Why Applied Materials (AMAT) Stock Is Sliding Even as AI Chip Spending Stays Hot

March 6, 2026
Why Applied Materials (AMAT) Stock Is Sliding Even as AI Chip Spending Stays Hot

NEW YORK, March 6, 2026, 05:12 EST

Applied Materials, Inc. dropped 3.1% on Thursday, closing at $346.53. That brings the chip-equipment giant roughly 12.5% under its February 25 peak, when AI enthusiasm had sent the stock surging.
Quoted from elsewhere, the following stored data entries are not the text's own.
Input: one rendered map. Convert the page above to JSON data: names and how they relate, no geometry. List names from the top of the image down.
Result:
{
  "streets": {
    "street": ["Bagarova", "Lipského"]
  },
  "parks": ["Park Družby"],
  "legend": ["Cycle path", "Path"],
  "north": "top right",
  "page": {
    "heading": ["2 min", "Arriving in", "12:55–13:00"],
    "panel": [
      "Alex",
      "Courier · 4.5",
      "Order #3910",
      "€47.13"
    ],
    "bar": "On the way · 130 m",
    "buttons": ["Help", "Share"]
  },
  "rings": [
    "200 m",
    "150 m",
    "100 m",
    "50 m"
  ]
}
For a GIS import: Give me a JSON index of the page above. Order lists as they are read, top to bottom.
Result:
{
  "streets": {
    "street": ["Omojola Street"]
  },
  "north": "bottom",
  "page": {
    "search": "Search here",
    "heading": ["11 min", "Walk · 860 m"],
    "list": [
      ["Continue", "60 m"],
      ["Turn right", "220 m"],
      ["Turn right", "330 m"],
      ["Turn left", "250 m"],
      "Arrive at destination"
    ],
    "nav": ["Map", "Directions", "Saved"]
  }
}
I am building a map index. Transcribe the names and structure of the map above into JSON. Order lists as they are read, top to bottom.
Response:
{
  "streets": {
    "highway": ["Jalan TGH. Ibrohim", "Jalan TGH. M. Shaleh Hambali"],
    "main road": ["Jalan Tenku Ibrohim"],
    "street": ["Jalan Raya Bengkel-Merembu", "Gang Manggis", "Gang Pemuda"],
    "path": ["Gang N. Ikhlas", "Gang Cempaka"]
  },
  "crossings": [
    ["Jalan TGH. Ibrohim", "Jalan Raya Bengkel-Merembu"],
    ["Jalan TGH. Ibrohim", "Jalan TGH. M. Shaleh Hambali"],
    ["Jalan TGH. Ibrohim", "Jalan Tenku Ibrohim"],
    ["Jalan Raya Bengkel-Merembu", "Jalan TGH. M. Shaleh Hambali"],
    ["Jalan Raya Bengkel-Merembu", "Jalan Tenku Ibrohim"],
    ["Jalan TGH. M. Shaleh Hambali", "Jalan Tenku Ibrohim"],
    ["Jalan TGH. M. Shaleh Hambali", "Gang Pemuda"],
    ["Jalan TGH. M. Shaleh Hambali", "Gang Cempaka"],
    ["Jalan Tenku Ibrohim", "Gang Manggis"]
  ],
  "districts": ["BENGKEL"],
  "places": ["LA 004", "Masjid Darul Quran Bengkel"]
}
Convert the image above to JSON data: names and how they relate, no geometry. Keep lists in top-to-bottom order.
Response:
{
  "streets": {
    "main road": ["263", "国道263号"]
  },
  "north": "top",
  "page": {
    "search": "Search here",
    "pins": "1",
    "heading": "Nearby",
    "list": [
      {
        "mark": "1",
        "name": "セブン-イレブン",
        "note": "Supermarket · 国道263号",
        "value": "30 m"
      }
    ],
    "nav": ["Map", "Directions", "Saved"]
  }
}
This drop stands out—Applied is widely seen as a direct way to play the AI push on Wall Street. Shares shot up 11% last month after the company posted a bullish forecast. “ Artificial intelligence infrastructure demand is immense, and supply is scarce,” noted Morningstar’s William Kerwin. Reuters

Applied projected second-quarter revenue near $7.65 billion, topping Wall Street targets. CEO Gary Dickerson attributed the strong forecast to “the acceleration of industry investments in AI computing.” At the time, Rothschild & Co. Redburn analyst Timm Schulze-Melander noted, “memory and logic-foundry capex growth are two sides of the same coin”—referring to capital spending. HBM, or high-bandwidth memory, is stacked and pairs with AI processors. Logic chips handle the actual computation. Reuters

The spending surge hasn’t gone anywhere. Broadcom this week projected its AI chip revenue could surpass $100 billion come 2027. At least $630 billion—Reuters’ number for what major tech firms are likely to pour into AI infrastructure this year. SEMI is calling for global chip-equipment sales to climb 9% to $126 billion by 2026. That’s the climate propping up Applied Materials, along with rivals Lam Research and KLA.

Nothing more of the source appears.